Both a and b in this example are None.

To check if optional variable a is None or not we use:

if a is None:
    # ...
if a is not None:
    # ...

To access value stored in optional variable a, the value() method should be explicitly called:

if a is not None:
    b = a.value()

If an optional variable has no value stored inside then value() method call raises a runtime error. For example:

s: indie.Optional[str]
t = s.value()  # runtime error, because `s is None == True`

But this works fine:

s: indie.Optional[str] = 'foobar'
t = s.value()

because in this case string 'foobar' is stored in optional variable s.

Built-in container types

At the moment (Indie v4) only list[T] is implemented in the Indie language. There are partial support of a tuple[T]. It is planned to add support for dict[K, V] and set[T] in the near future.

Series data types

  • indie.Series[T] and an alias indie.SeriesF for indie.Series[float]
  • indie.MutSeries[T] and an alias indie.MutSeriesF for indie.MutSeries[float]

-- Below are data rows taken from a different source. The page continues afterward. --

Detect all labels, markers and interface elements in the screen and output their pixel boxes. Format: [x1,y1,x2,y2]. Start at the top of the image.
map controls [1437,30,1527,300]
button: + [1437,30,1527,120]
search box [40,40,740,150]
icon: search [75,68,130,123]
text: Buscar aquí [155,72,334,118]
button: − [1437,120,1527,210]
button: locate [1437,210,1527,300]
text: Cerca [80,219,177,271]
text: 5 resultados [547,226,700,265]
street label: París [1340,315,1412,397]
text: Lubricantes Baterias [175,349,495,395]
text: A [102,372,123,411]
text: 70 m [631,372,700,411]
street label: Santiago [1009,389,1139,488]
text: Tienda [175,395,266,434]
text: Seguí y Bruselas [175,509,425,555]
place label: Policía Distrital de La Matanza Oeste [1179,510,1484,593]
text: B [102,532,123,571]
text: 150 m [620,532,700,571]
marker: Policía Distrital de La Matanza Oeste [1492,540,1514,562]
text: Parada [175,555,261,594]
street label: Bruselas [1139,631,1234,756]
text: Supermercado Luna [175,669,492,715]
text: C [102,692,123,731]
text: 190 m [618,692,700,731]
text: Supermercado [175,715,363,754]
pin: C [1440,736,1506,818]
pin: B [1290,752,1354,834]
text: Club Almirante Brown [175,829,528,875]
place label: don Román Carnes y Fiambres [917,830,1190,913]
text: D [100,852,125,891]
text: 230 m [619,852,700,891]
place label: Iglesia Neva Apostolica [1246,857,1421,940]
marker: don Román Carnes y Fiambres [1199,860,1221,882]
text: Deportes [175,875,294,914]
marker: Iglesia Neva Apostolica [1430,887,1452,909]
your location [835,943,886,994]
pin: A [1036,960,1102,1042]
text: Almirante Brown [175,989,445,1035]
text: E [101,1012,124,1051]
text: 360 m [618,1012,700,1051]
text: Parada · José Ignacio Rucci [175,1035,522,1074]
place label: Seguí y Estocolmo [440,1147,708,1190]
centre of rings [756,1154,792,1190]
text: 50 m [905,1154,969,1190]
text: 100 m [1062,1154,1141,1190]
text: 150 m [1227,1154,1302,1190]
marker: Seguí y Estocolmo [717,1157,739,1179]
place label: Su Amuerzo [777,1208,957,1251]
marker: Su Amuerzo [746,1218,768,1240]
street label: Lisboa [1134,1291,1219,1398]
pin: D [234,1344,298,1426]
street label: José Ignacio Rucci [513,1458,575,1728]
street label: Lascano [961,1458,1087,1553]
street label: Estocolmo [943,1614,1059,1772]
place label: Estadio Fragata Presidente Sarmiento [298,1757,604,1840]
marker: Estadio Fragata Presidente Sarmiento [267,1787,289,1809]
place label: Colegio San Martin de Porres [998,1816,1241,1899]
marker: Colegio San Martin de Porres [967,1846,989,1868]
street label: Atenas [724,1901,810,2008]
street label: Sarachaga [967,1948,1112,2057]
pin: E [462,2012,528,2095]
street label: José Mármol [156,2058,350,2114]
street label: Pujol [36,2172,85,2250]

Series[T] is a read-only container which stores series of T values. MutSeries[T] extends Series[T] with only __setitem__ method, which allows writing to the last element of the container (which syntactically looks like some_mut_series[0] = some_value).

Type T can be (almost) any type in Indie, not just float, but also int, bool, str, etc.

Context data types

There are three context classes:

  • indie.Context is a base class that represents a context of a chart instrument
  • indie.MainContext is a class that represents main context, extends indie.Context
  • indie.SecContext is a class that represents secondary context, extends indie.Context

Algorithm base class

There is a indie.Algorithm base class. All algorithms from indie.algorithms package are inherited from it.